Hell, an 8GB hard drive was unfathomable when I was a kid in the 90s. I remember getting a 30 megabyte drive for our Mac LC.
My childhood best friend and neighbour had the same kind of computer except they only had something like 384K of memory and I tried to convince them their computer was broken when it didn't count up all the way.
Mine had 4K of RAM and an 800 KHz CPU - and I was living in the future, man. No way I could use that much memory. After all I had to type in whatever program I wanted to run every time I turned it on. Then I got a manual audio cassette recorder and thought "Woah, I don't think it gets better than this!"
The same world where a classic Mac came with 128KB of RAM.
We might someday live in a world where entry-level is 256TB of RAM.

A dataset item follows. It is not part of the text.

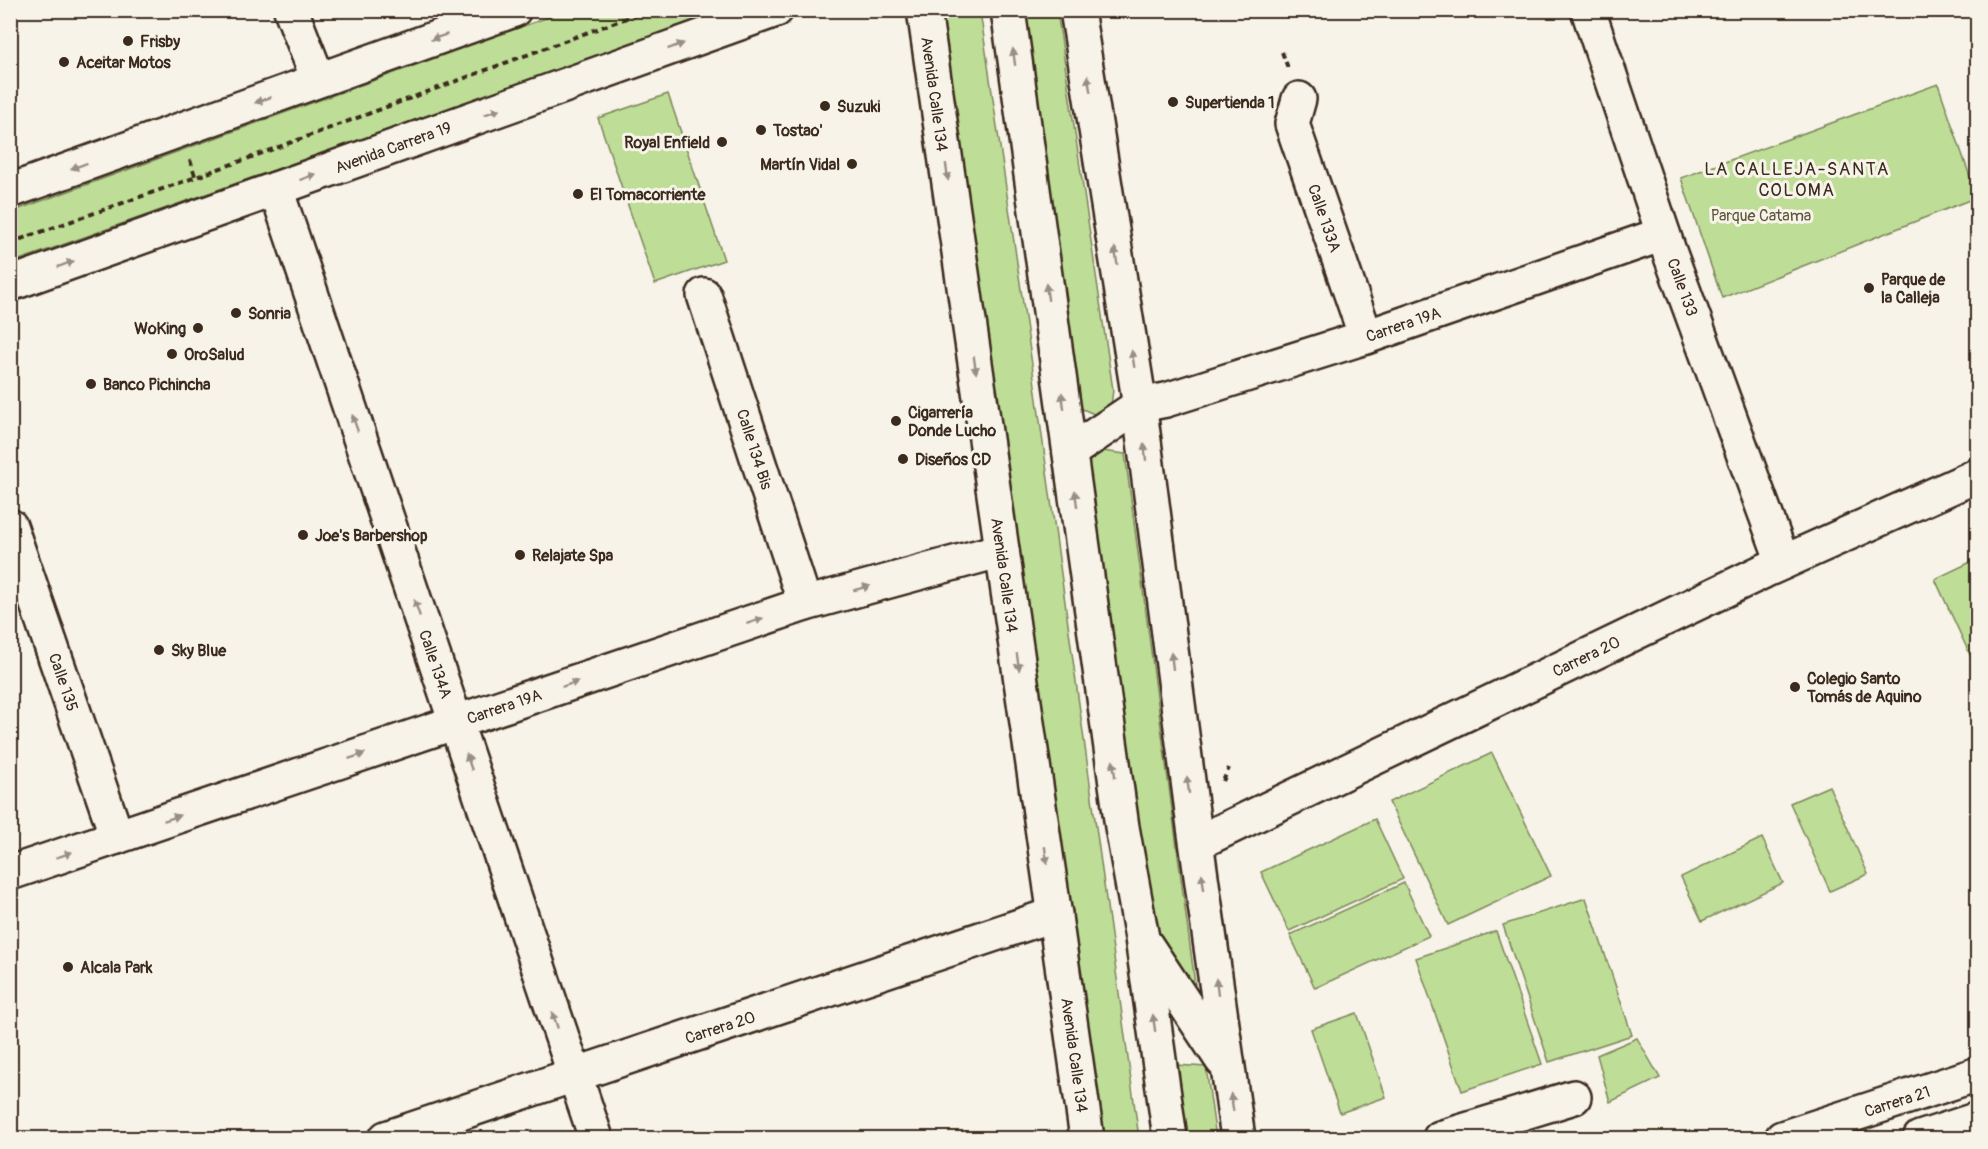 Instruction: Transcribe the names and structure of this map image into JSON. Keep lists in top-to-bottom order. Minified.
{"streets":{"street":["Avenida Calle 134","Avenida Carrera 19","Calle 133A","Calle 133","Carrera 19A","Calle 134 Bis","Carrera 20","Calle 134A","Calle 135","Carrera 21"]},"crossings":[["Avenida Calle 134","Carrera 19A"],["Avenida Calle 134","Carrera 20"],["Avenida Carrera 19","Calle 134A"],["Calle 133A","Carrera 19A"],["Calle 133","Carrera 19A"],["Calle 133","Carrera 20"],["Carrera 19A","Calle 134 Bis"],["Carrera 19A","Calle 134A"],["Carrera 19A","Calle 135"],["Carrera 20","Calle 134A"]],"one_way":["Carrera 19A","Calle 134A"],"districts":["LA CALLEJA-SANTA COLOMA"],"parks":["Parque Catama"],"places":["Frisby","Aceitar Motos","Supertienda 1","Suzuki","Tostao'","Royal Enfield","Martín Vidal","El Tomacorriente","Parque de la Calleja","Sonria","WoKing","OroSalud","Banco Pichincha","Cigarrería Donde Lucho","Diseños CD","Joe's Barbershop","Relajate Spa","Sky Blue","Colegio Santo Tomás de Aquino","Alcala Park"]}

If Apple could go back in time 3.5 years and decide to build their own factory, that would put them in a great position today. But deciding to do it now won't increase their supply 3.5 years from now more than just increasing their long-term orders with existing suppliers. Those suppliers will start building new factories based on Apple's increased orders and they'll do it faster and cheaper than Apple can because they don't have to build some factories in the U.S. for political reasons or worry as much about environmental regulation, permitting and ensuring Apple employees in Penang get benefits similar to employees in Cupertino.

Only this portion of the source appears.